And you are 44. In what world have you been living all these years to be so naive as if you just were 15?

C'mon dude, wake up to the real world. In this world if you haven't notice sometimes your own brother would take your woman away, and here you are convinced that your "best friend" would never do such thing.

But I wouldn't be too concerned about your "best friend", I would be concerned about your wife's boundaries... or lack of them; Whether she's being just clueless or otherwise.

Time for a chat on what's kosher and what's not. Delineation of clear boundaries from both of you should be talked and understood Going forward.


----------



## BigDaddyNY

Sounds like she is his best friend, not yours. He is texting and talking to her more than you.

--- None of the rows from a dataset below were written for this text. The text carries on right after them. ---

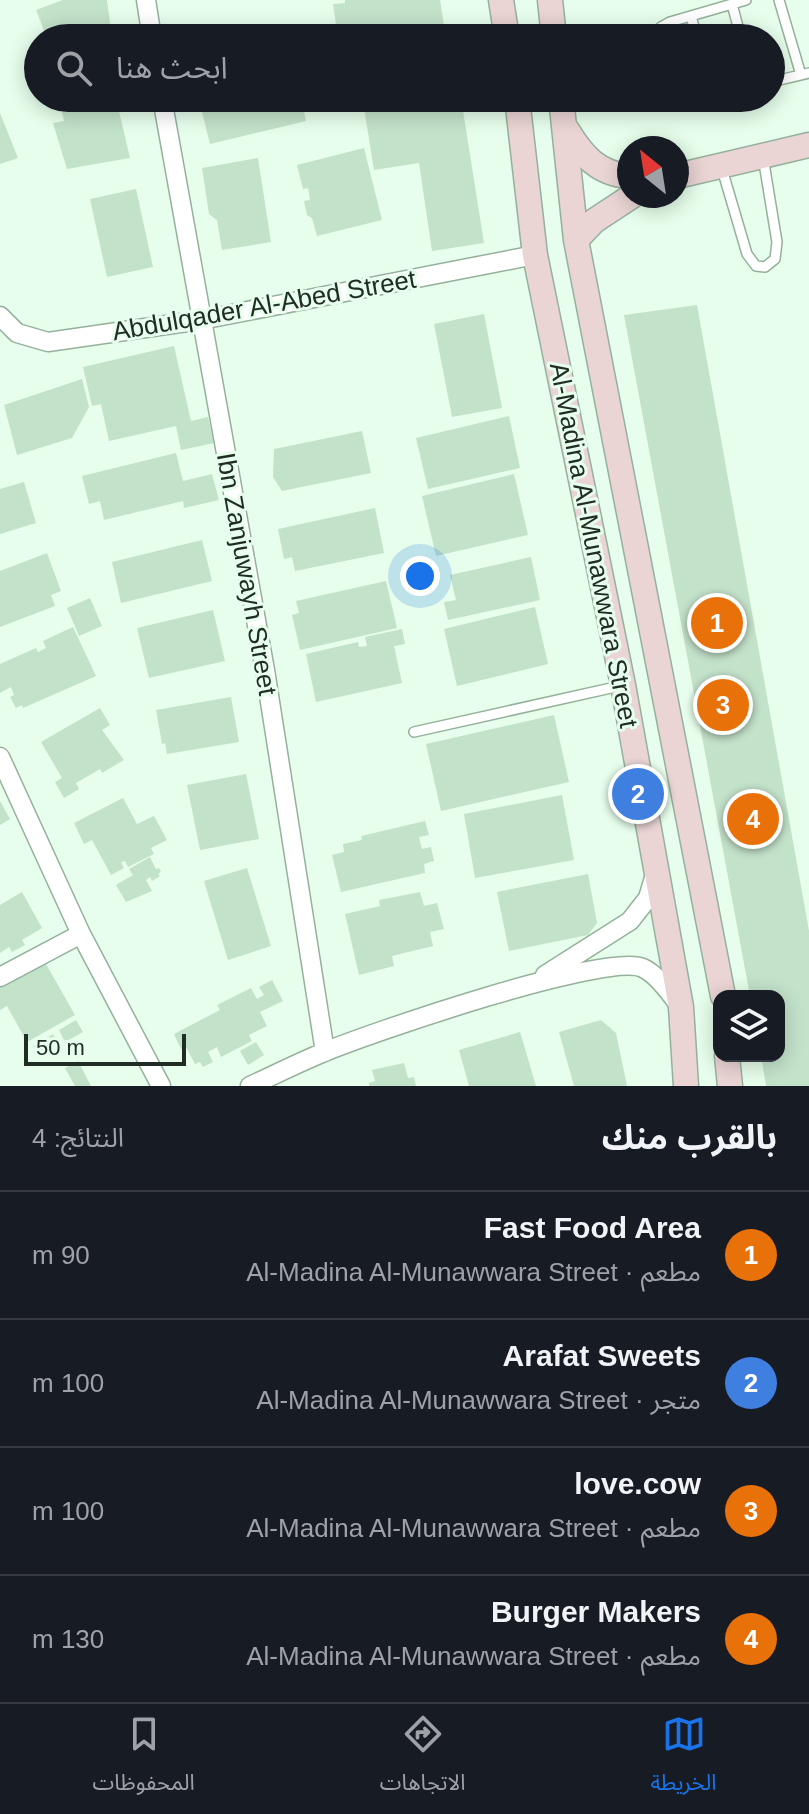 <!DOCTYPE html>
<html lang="ar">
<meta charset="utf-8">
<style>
:root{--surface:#171b24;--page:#242831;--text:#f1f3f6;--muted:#9ea1a6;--line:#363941;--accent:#1a73e8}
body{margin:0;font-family:Arial,"Noto Sans Arabic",sans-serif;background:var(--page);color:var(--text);direction:rtl}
.controls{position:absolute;right:24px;bottom:24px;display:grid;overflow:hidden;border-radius:16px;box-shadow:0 4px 20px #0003}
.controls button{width:72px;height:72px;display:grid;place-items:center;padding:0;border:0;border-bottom:2px solid var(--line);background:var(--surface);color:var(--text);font:40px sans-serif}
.compass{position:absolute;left:617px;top:136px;width:72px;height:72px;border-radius:50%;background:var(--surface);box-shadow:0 4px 20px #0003;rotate:330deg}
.scale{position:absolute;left:24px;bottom:20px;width:162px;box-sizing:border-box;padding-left:8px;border:4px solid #212c24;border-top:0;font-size:22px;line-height:28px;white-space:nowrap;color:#212c24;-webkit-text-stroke:6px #e6feeb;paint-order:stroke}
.you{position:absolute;left:420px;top:576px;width:28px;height:28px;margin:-20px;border:6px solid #fff;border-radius:50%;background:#1a73e8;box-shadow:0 0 0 12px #1a73e833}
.badge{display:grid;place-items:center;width:52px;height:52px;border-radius:50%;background:var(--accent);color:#fff;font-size:26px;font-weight:700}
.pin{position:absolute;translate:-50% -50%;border:4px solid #fff;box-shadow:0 2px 8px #0006}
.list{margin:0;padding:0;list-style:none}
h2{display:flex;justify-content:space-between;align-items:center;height:104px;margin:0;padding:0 32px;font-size:34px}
h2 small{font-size:26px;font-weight:400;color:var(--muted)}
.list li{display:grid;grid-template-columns:52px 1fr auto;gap:24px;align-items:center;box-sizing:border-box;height:128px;padding:0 32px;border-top:2px solid var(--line)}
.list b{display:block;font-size:30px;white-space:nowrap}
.list p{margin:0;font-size:26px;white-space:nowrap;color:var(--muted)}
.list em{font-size:26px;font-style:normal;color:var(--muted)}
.icon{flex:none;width:44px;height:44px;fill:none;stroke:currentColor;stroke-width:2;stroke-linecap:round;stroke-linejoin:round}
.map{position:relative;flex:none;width:809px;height:1086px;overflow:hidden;direction:ltr}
.search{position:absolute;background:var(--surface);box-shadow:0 4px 20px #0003;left:24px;right:24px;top:24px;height:88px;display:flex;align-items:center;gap:20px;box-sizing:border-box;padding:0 28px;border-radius:44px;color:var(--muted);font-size:30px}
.sheet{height:616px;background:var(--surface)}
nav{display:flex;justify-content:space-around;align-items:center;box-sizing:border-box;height:112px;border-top:2px solid var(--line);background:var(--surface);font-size:22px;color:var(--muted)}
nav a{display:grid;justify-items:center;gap:4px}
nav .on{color:var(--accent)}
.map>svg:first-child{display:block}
.building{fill:#c3e2ca}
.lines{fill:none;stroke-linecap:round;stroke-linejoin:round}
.lane-casing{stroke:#95b19b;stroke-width:12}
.street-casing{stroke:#95b19b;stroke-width:21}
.secondary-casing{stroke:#95b19b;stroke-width:27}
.lane{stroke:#fff;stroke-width:9}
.street{stroke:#fff;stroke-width:18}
.secondary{stroke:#ead4d4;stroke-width:24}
.labels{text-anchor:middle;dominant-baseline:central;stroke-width:6;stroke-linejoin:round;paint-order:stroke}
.street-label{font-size:26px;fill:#212c24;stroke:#e6feeb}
</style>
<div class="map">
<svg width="809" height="1086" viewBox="0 0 809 1086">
<rect width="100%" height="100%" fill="#e6feeb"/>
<!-- building -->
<path class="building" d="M63,0H107L112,38H47L36,10Z
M345,0H440L446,38H338L333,4L345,3Z
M64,98H83L85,101L97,98H116L130,158L67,169L53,123L64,121L60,103L65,101Z
M224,98H301L306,121L210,144L200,104Z
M425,98H461L484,243L432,251L419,163L374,170L364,108Z
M0,113L18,158L0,164Z
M364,148L382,220L317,236L312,218L307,215L304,201L310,200L308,188L303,189L297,165Z
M258,158L271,242L222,250L217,220L209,214L202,168Z
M136,189L153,267L107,277L90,199Z
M697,305L809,931V1086H766L761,1056H779V996H750L624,315Z
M484,314L502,408L452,417L434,324Z
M174,346L191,421L208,417L214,443L181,450L176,426L109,441L101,404L92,406L83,367Z
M82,379L89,407L72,438L17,455L4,405Z
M509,416L520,468L428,489L416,438Z
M362,431L371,473L282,491L273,477L274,449Z
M176,453L183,481L212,474L219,500L184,508L183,501L104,520L100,501L89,504L82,476Z
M514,474L528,535L436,556L422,496Z
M24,482L36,523L0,534V489Z
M375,508L384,553L295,571L292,557L284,559L278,529Z
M202,540L212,581L121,603L112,562Z
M47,553L61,591L51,595L55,606L0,627V571Z
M531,557L540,600L448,620L444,602L456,600L450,575Z
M386,581L397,628L300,650L292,615L299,613L296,601Z
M90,598L102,626L79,636L67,608Z
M535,607L548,664L457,686L444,629Z
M213,610L225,661L149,678L137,628Z
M73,627L96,676L23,708L22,705L16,708L10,697L14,695L11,687L0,693V664L36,648L38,652L46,648L43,641Z
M402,629L405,644L394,646L402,683L316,702L306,654L358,642L359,647L367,646L365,637Z
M231,697L239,742L167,754L165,743L162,744L156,710Z
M100,708L110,725L102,730L124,760L102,773L100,769L76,783L79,789L64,798L55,782L62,778L41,742Z
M554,715L569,782L441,811L426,744Z
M246,774L259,839L200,850L187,785Z
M562,795L574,860L475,878L464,814Z
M123,798L137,824L154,816L167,840L151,848L154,854L128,867L125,861L121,862L124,868L111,875L92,840L84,844L74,823Z
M0,801L10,819L0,825Z
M425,821L429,835L419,837L422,849L431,847L434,861L424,864L425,873L341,892L332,855L344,852L343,844L362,840L361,836Z
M150,857L156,869L159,868L161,872L158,874L160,876L152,881L150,877L146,880L152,891L126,902L116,885L133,875L129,869Z
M247,868L271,946L228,960L204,881Z
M588,874L597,923L588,935L509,951L497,892Z
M22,892L42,928L22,940L25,945L12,952L9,947L0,953V905Z
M420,892L424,906L437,903L444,929L430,932L433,946L392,956L394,966L359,975L345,914L380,906L379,900Z
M42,957L75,1015L27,1042L7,1006L0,1010V981Z
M272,980L283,1001L260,1012L267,1026L249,1035L252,1041L221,1057L217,1047L208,1052L213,1062L203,1067L200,1062L195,1064L186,1047L181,1049L174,1034L220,1010L217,1005L251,988L257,999L264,995L259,987Z
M76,1020L83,1032L65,1042L59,1030Z
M601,1020L616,1033L627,1086H574L559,1032Z
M520,1032L536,1086H469L459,1050Z
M53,1034L58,1044L38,1055L33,1046Z
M256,1042L264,1055L248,1065L240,1051Z
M78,1061L91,1086H75L65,1068Z
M404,1063L408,1078L414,1077L416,1086H369V1083L375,1081L372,1070Z"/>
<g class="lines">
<!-- lane casing -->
<g class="lane-casing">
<path id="lane" d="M779,0L801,75
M732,4L741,38
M691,16L697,38
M654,38L661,27L670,22L746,0
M771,82L809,73
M667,98C679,108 694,102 708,98
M722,169L747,254L756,266L765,267L775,259L777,242L763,157
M414,732L620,686"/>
</g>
<!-- street casing -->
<g class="street-casing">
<path id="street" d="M146,0L152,38
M162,98L265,670L325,1052
M0,316L17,333L48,342L201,320L535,255
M0,757L81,934L161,1086
M545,975L630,921L648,898L656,871
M0,977L81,934
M250,1086C274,1075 298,1063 322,1053C367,1034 608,951 643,968C658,975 670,994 681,1007"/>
</g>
<!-- secondary casing -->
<g class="secondary-casing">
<path id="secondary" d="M501,0L507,38
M550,0L554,38
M517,98L535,255L623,685L681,1007L686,1086
M561,98L576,240L723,996
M567,130C582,155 598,174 629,176
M677,176L809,145
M576,240L594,221L632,196
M727,1056L730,1086"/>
</g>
<!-- lane -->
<use href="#lane" class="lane"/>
<!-- street -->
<use href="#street" class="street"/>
<!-- secondary -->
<use href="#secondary" class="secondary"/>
</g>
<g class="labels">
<!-- street labels -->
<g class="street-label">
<text transform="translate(264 305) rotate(-10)">Abdulqader Al-Abed Street</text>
<text transform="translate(594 545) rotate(79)">Al-Madina Al-Munawwara Street</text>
<text transform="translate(247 574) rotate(80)">Ibn Zanjuwayh Street</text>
</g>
</g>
</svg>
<div class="controls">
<button><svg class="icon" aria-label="layers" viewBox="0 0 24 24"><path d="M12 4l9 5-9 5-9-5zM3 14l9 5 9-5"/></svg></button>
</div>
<svg class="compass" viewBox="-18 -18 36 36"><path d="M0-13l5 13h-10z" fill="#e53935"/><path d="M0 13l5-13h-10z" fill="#9ea1a6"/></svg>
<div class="scale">50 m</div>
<div class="you"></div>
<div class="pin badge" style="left:717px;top:623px;background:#e8710a">1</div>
<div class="pin badge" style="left:638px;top:794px;background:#3f7fe0">2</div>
<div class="pin badge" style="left:723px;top:705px;background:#e8710a">3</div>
<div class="pin badge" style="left:753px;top:819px;background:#e8710a">4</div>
<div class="search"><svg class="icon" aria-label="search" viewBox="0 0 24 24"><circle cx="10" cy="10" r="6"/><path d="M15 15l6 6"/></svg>ابحث هنا</div>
</div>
<section class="sheet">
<h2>بالقرب منك<small>النتائج: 4</small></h2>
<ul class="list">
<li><span class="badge" style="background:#e8710a">1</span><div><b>Fast Food Area</b><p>مطعم · Al-Madina Al-Munawwara Street</p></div><em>90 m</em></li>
<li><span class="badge" style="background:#3f7fe0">2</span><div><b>Arafat Sweets</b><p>متجر · Al-Madina Al-Munawwara Street</p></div><em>100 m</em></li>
<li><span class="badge" style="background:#e8710a">3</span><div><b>love.cow</b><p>مطعم · Al-Madina Al-Munawwara Street</p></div><em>100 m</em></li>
<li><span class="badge" style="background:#e8710a">4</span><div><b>Burger Makers</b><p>مطعم · Al-Madina Al-Munawwara Street</p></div><em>130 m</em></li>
</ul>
</section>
<nav>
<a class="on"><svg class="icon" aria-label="map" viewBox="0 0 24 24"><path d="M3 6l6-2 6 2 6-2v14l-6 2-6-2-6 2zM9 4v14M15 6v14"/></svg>الخريطة</a>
<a><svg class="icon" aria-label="directions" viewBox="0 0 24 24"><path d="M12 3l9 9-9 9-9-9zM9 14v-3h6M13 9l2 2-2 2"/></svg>الاتجاهات</a>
<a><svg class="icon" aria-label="saved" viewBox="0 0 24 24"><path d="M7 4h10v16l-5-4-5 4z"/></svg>المحفوظات</a>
</nav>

Guess what, he isn't your friend and isn't a friend of your marriage.


----------



## AVR1962

This should not be happening at all!!!! There is absolutely no reason for the two of them to be texting one another and I would not assume this is innocent. This man you call a friend is not being your friend at all. No one that has respect for his friend would be texting his friend's wife, that is off limits, it is common sense. You have ever right to know what is going on. You have a right to see your wife's phone. Does not mean they won't find another means to communicate. You also have the right to tell your friend that you do not appreciate the private communication that he has had with your wife and ask him to stop.


----------



## frenchpaddy

*Steve Harvey answers this one better than I when asked if men can be just friends with women , 
Women can be friends with men , but Men can't be because there is a part in every man that is waiting for that day that there is a chance to get in there and be more than a friend . some men can wait years like a cat waiting to pounce on a mouse .*


----------



## TexasMom1216

If it looks like a duck, walks like a duck and is texting your best friend on the sly, it's a ducking cheater. Sorry, dude, throw this one back.


----------



## Evinrude58

He’s your best friend and secretly texting your wife every day. Sounds like he likes you so much he’s wanting to share everything with you, even your wife. Where’s the problem?


----------



## Ragnar Ragnasson

Danmarr said:


> I am brand new to this. I’m 44 and she is 50. We have been married 23 years. She is very outgoing and is a lot of fun and very attractive. Recently I found out that her and my best friend have been texting a bunch lately. It took some coxing but I finally was able to read their texts. I did not know they were texting. We usually text on a group message. I don’t care about minor things. Like can you send me that link to an article and stuff. But this was some emotional stuff. Really nothing taudry or anything but the frequency was a bunch. In the last 3 months they had tested nearly 5 days a week. Usually they did not text on weekends. Her and I have always discussed that it’s probably not a good idea to text too much with someone of the opposite sex because it could send the wrong message. And I find out that they have been texting this much. I truly don’t think they have done anything. I can’t comprehend either one doing something physically but I also didn’t know they communicated that much. She did say that she would not do that again and I appreciate that but I’m sirloin even happened. As green envy gotten ahold of me or was I correct in being bothered by that? Thanks.


All you have to do is reverse the genders.

If you were texting HER best friend steadily a lot she'd likely not like that.

Or, her and her best friend may be setting you up to see what you'll do. If your best friend hasn't said man this is weird something is fishy though.


----------



## Marc878

OP was probably looking for a magic fix. There isn’t one.


----------



## drencrom

Danmarr said:


> I am brand new to this. I’m 44 and she is 50. We have been married 23 years. She is very outgoing and is a lot of fun and very attractive. Recently I found out that her and my best friend have been texting a bunch lately. *It took some coxing but I finally was able to read their texts*. I did not know they were texting.


This right here is the suspect part. Why would she not tell you and why did it take "coaxing" to get her to let you see them. She is being secretive for a reason. The texts may not have been anything you thought was out of line, but the fact she was being shady about it tells me she has designs on him and vice versa.


----------